The wRHG-verse may not be dominated by human characters, but the wRHG character section is. Honestly, a good answer to this kerfuffle would just to have a "Race" thing on each character. You can say your character's race there. If it's human, you can state their personality stuff in the personality section. You can stuff their physical stuff in the physical description setting. If they have stuff like super strength or super reflexes, or a super weakness to certain things, stick them in the ability/weakness sections.
If they're not human, or are only partially human, then you can state that in the Race thing and note differences wherever they need to be noted.
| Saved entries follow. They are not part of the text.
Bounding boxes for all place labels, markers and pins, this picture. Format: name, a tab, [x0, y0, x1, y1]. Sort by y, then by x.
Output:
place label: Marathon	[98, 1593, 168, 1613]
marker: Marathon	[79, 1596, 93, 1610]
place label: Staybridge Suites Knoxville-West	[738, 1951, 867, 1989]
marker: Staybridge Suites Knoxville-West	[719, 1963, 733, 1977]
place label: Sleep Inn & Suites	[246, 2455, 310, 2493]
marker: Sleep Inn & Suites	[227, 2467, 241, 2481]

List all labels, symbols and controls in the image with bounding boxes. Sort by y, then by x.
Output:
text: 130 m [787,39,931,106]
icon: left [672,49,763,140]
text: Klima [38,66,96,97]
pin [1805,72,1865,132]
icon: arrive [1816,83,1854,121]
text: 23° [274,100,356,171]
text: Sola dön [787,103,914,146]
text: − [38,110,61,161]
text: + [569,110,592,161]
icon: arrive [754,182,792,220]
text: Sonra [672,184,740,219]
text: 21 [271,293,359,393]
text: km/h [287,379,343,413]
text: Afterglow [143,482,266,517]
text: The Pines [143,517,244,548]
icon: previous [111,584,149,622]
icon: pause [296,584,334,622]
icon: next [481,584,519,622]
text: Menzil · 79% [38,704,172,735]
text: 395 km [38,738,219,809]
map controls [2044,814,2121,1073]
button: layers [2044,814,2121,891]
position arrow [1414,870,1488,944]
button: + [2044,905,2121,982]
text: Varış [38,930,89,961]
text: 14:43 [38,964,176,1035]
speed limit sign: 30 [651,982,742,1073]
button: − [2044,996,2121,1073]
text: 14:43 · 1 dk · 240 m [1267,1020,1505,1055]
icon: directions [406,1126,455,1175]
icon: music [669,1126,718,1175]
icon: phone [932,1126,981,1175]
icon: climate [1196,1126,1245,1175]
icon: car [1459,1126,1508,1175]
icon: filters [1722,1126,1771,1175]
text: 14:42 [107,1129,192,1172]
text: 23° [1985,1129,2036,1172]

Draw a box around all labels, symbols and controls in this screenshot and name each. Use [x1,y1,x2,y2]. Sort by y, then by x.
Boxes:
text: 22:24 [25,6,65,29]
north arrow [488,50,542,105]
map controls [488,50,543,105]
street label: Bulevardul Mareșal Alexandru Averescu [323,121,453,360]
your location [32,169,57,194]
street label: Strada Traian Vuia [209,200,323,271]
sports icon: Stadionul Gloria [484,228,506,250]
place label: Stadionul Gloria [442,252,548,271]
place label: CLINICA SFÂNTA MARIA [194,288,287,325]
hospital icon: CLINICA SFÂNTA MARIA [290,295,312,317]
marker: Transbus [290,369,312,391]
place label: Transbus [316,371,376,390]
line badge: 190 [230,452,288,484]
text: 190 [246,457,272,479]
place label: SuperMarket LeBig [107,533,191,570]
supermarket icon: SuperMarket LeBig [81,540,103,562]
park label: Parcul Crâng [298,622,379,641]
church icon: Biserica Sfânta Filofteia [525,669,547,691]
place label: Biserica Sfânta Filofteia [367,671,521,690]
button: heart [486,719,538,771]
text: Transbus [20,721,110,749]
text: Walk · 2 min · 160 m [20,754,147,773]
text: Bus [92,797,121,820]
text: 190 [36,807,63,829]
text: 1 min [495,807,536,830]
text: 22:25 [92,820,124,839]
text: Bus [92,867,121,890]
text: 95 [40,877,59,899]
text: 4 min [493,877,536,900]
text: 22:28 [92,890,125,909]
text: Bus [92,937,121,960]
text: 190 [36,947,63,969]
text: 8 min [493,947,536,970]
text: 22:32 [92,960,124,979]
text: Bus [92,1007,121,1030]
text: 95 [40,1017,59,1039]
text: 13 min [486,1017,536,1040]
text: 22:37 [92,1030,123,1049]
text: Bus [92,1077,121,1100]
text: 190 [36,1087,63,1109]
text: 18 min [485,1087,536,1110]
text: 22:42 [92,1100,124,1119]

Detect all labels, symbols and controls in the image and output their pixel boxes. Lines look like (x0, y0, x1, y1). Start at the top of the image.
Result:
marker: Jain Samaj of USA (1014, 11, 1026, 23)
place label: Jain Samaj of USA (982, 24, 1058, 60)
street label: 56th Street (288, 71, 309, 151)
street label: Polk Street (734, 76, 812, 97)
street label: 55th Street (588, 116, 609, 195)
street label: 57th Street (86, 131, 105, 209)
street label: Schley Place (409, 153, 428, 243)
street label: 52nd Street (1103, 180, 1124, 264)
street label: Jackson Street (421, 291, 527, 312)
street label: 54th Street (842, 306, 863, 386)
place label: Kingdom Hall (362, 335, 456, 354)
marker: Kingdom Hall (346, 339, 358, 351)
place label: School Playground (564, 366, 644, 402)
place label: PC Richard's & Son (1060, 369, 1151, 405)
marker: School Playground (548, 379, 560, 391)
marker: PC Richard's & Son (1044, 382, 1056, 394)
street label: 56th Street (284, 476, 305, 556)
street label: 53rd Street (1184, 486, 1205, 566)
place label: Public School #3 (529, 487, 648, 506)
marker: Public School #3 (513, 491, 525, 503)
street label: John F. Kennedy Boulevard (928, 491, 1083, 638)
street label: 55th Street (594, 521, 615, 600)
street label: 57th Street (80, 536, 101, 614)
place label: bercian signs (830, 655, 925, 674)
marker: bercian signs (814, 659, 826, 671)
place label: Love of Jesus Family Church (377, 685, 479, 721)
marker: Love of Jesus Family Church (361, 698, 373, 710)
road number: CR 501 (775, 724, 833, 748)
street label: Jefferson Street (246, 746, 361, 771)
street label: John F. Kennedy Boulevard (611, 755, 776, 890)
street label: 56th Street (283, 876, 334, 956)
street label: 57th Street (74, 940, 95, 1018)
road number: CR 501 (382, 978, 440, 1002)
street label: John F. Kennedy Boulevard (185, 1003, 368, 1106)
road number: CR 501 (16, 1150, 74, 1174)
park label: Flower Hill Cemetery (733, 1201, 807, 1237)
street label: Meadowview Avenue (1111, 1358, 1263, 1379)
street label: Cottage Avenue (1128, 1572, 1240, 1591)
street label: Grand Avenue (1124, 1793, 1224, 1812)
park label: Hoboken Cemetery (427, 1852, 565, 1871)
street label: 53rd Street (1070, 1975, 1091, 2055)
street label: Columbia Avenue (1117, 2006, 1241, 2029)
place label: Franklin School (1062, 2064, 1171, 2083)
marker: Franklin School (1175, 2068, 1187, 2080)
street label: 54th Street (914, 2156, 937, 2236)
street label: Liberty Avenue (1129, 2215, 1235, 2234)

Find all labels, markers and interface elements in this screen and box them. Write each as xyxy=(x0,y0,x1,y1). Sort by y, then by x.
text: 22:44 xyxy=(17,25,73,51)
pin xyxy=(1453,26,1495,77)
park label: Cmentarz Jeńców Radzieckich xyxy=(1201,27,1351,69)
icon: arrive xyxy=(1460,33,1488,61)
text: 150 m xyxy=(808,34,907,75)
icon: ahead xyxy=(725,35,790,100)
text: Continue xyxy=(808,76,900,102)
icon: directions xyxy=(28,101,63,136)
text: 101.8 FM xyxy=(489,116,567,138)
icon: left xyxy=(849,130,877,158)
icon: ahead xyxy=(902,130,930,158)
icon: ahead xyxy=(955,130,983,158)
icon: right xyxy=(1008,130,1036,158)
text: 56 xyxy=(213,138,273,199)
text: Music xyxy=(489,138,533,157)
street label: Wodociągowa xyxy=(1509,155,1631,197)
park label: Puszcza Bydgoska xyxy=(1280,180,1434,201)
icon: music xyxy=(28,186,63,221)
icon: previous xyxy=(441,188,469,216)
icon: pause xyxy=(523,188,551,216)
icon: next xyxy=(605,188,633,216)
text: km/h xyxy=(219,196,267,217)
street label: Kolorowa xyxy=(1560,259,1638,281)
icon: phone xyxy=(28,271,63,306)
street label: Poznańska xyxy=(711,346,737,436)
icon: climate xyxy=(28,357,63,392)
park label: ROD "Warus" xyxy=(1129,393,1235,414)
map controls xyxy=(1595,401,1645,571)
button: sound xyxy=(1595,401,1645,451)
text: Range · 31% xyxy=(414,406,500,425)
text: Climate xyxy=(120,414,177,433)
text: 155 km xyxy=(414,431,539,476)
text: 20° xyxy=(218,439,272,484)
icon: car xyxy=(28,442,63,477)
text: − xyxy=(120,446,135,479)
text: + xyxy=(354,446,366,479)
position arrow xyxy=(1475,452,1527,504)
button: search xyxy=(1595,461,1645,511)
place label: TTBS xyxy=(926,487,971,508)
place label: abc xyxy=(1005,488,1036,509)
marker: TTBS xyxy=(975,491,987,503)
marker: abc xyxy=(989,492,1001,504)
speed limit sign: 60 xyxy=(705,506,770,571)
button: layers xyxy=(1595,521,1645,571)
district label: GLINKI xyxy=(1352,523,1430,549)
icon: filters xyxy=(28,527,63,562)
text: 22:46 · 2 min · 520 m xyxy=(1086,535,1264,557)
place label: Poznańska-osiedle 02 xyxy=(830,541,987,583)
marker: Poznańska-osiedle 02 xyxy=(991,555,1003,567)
Human claims are not redundant. They just put them in the wrong place.
A human isn't a single, definitive being since they have variations within a scope. But, when it comes to non-human chars, we think of an average human within that scope. Since we are humans, we are the species that we would compare any humanoid non-human characters to.
And I agree with you on this. I already said so. But you treat Human Weakness as a black and white eventuality. That if any user states that, they've automatically dug a hole for themselves.
I've already explained what Sacred meant between the lines and you still don't get it? Forget Molecular Manipulation for a second; Sacred basically said his character can HEAL. By asserting Human Weakness, he means to imply that he's not Regeneratively OP like Majin Buu, but that his healing has consequences or that he is vulnerable and the healing is not instant. It's not Molecular Magic; he can't just regrow limbs and be done with it. There are such things as fatigue, frayed nerves, and blood loss that can play into factor as he is rebuilding his arm. Not to mention, the complexity and time it takes to rebuild an entire limb while under duress. To a keen writer, that's what he'll use to beat the character with. And even if Sacred himself doesn't think that's the case, when the polls come around, readers are more likely to vote on the realistic observer rather than the OP flashiness.
Character pages aren't made to be subtle. Between the lines? Leave that for the stories. And he ought to mention the limits of the healing ability. Lizards can heal whole limbs. It's still healing. Sure, they're not humans, but a super healing power isn't a human thing. His human bones may break and his human arms may be torn off, but without mention to the limits of these powers, then what does that matter? What's the extent to how he can heal? And how much does he have to concentrate to do it?
"Forget Molecular Manipulation for a second." I can't, since healing is part of that. You can't seperate a possibility of the power from the power and expect me to treat it as something completely different. There are millions of molecules in simple life forms, and his power affects all of them. From that I assume that it's more of a "point and click" sort of thing, rather than having to focus on all the millions of tiny things at once. If he doesn't need to care about individual molecules, I doubt he'd need to care about stuff like frayed nerves. Blood loss is a real issue, but that is a thing true to all humans.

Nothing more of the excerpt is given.